Problem statement: Please return exactly the lines from the one containing "Map reading. Convert" through the end of the records, including both.

Information:
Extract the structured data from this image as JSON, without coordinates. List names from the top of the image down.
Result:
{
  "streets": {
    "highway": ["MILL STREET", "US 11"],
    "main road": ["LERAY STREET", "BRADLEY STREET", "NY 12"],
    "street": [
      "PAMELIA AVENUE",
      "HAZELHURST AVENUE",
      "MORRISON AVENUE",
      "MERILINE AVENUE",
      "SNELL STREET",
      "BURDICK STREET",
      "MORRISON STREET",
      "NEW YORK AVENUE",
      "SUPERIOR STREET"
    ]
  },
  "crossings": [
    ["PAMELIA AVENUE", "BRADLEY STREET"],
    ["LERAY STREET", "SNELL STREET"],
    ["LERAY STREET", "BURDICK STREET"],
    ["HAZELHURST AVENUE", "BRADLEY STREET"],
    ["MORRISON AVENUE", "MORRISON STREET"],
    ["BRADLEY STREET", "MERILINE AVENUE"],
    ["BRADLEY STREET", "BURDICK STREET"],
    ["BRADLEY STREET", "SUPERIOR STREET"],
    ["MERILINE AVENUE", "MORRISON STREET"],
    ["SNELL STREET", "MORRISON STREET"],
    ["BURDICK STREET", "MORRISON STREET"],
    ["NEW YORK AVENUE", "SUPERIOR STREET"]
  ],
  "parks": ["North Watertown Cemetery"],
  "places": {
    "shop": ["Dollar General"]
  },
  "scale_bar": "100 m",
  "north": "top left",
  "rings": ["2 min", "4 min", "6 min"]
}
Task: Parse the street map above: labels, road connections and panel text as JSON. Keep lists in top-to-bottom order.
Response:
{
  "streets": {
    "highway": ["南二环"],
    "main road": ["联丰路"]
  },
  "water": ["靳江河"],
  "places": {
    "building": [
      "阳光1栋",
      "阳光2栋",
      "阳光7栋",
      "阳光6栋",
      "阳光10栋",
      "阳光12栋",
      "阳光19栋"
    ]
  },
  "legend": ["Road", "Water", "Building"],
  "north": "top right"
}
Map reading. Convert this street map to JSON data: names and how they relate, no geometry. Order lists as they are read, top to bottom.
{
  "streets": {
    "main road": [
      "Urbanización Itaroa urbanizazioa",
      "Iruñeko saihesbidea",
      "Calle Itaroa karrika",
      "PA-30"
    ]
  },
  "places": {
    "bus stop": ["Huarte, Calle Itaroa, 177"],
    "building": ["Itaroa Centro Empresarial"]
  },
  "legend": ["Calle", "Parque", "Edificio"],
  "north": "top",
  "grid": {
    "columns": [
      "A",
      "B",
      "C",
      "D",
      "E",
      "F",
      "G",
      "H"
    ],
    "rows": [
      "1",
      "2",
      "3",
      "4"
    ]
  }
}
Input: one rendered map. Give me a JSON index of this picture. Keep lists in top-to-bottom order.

Expected answer:
Map reading. Convert this street map to JSON data: names and how they relate, no geometry. Order lists as they are read, top to bottom.
{
  "streets": {
    "main road": [
      "Urbanización Itaroa urbanizazioa",
      "Iruñeko saihesbidea",
      "Calle Itaroa karrika",
      "PA-30"
    ]
  },
  "places": {
    "bus stop": ["Huarte, Calle Itaroa, 177"],
    "building": ["Itaroa Centro Empresarial"]
  },
  "legend": ["Calle", "Parque", "Edificio"],
  "north": "top",
  "grid": {
    "columns": [
      "A",
      "B",
      "C",
      "D",
      "E",
      "F",
      "G",
      "H"
    ],
    "rows": [
      "1",
      "2",
      "3",
      "4"
    ]
  }
}
Input: one rendered map. Give me a JSON index of this picture. Keep lists in top-to-bottom order.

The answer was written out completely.